Aschaffenburg is a Brentano town. The important romanticist Clemens Brentano died in Aschaffenburg and his estate was administered by his brother Christian and his family. The archive contains records from the Brentano family archive that can tell students a lot about the Romantic period. Some of the digitized items can now be virtually understood in Dialog Romantik in a fascinating way.
When it was clear that Clemens would die, Christian brought his older brother to him, in 1842. Thus, Clemens became an Aschaffenburg resident on his last days. This is where he and his family are buried, and this is also how the Brentano family archive comes to Aschaffenburg - to the City and Abbey Archives. The idea of the project: Let's digitize the archives and stage them in a three-dimensional space for students.
We have divided the exhibition into different time periods. They are based on key dates in German history. Aschaffenburg in the 19th century is presented, and women and women's rights of the time are highlighted. Even the novel as we know it is actually inconceivable without the Romantics - there are learning stations on all topics. Last but not least, it's about archives. What is their task and why are they essential for our knowledge of history?

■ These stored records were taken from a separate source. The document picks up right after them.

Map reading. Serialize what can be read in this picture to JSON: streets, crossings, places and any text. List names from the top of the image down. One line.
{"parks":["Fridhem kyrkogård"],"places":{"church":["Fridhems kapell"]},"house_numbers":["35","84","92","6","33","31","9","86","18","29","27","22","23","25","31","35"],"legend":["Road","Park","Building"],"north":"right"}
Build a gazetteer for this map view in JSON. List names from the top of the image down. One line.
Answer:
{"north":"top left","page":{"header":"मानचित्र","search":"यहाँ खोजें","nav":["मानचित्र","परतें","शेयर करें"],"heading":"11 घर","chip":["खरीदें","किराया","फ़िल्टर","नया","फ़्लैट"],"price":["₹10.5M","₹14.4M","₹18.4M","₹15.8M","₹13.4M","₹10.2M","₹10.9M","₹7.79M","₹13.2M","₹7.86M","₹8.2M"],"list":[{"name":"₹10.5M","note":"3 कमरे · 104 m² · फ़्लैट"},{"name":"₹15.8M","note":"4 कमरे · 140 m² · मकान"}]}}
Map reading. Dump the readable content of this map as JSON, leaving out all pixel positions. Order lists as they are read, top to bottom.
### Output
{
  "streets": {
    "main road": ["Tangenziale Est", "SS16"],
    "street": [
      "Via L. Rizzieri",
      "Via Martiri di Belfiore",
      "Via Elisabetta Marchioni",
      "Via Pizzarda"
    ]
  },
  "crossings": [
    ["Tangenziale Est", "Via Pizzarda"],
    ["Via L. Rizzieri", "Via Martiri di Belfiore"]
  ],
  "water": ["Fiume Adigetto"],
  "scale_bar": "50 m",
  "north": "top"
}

The exhibition is suitable for virtual field trips by school classes. Specially prepared teaching material makes it easy for teachers to orient themselves in terms of content. Thematic areas include media reflection, people, sources, homeland and dialog romance. Contents are listed and can be used for practical group work. The lounge is suitable for this. Here there is screen sharing and speaker mode. Perspective sharing is suitable for group tours. Gathering function is helpful when everyone moves freely in the room.
As the name suggests, it's about entering into a dialogue with Romanticism. What can we learn from the time? What were the challenges for people 200 years ago. And how similar are they to ours today. How do we respond to our times? Are we also developing new art forms?
To make understandable the context in which people lived at that time. Specifically: how did the Brentanos live back then, where did they come from, what moved them, and why did they become famous? The question was how to build worlds of experience for archival materials. How can they be integrated, made tangible and understandable?
We have created a knowledge path for this purpose. With knowledge drawers that open when you approach them, when you are interested in them. The knowledge path is divided into time periods. You walk through the 19th century, so to speak, and pass by the protagonists. We dedicate virtual pavilions to those who left something behind. There, their legacy comes to life.
In Clemens' case, it is a death mask that is in the spotlight. It might not have made it into exhibition spaces. But if you look at the question, why were there death masks in the first place, and for whom? Then you learn a lot about the time and its people. Christian was a bon vivant, an artist, a free spirit, not a businessman. But a family man. His satirical play on Napoleon and his grafitties give an idea of who he would be today.
Bettine, beloved sister, was far less religious than her brothers. Lover of Goethe, at least as she described it, revolter against the king and for poverty, fighter in spirit and against conventions. All these may be reasons why she was on our 5 DM bill. She probably carved the ivory crib from the estate on the side.